Collected data entries
——

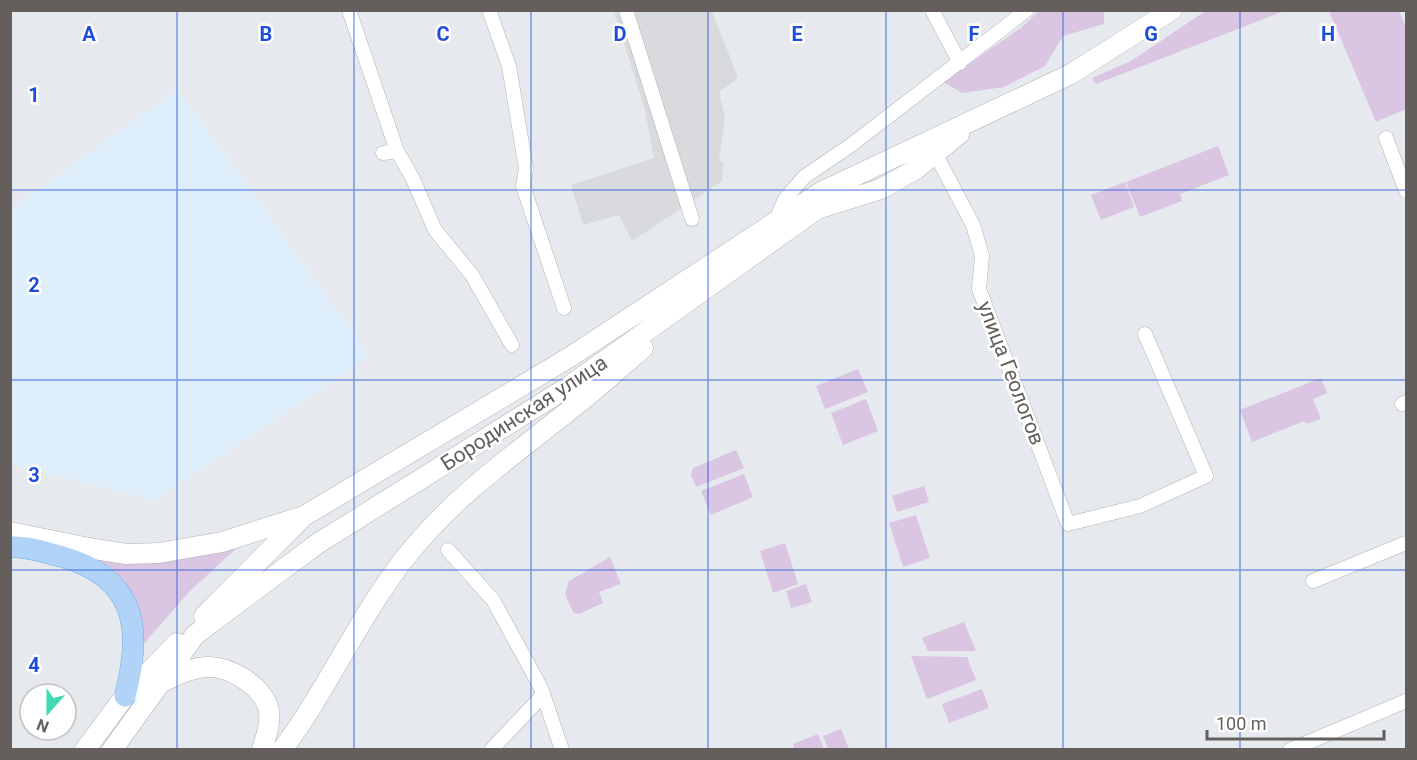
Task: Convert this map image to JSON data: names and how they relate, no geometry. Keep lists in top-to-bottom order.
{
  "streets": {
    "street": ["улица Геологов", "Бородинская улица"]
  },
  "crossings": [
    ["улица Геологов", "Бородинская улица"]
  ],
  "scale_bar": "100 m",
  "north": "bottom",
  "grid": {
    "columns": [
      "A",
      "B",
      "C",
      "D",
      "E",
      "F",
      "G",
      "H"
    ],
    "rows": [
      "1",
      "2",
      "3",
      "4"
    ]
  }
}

——

◆ Task requirements
What's needed is an exact copy of every entry, free of pictures.

◆ Answer section
Task: Convert this map image to JSON data: names and how they relate, no geometry. Keep lists in top-to-bottom order.
{
  "streets": {
    "street": ["улица Геологов", "Бородинская улица"]
  },
  "crossings": [
    ["улица Геологов", "Бородинская улица"]
  ],
  "scale_bar": "100 m",
  "north": "bottom",
  "grid": {
    "columns": [
      "A",
      "B",
      "C",
      "D",
      "E",
      "F",
      "G",
      "H"
    ],
    "rows": [
      "1",
      "2",
      "3",
      "4"
    ]
  }
}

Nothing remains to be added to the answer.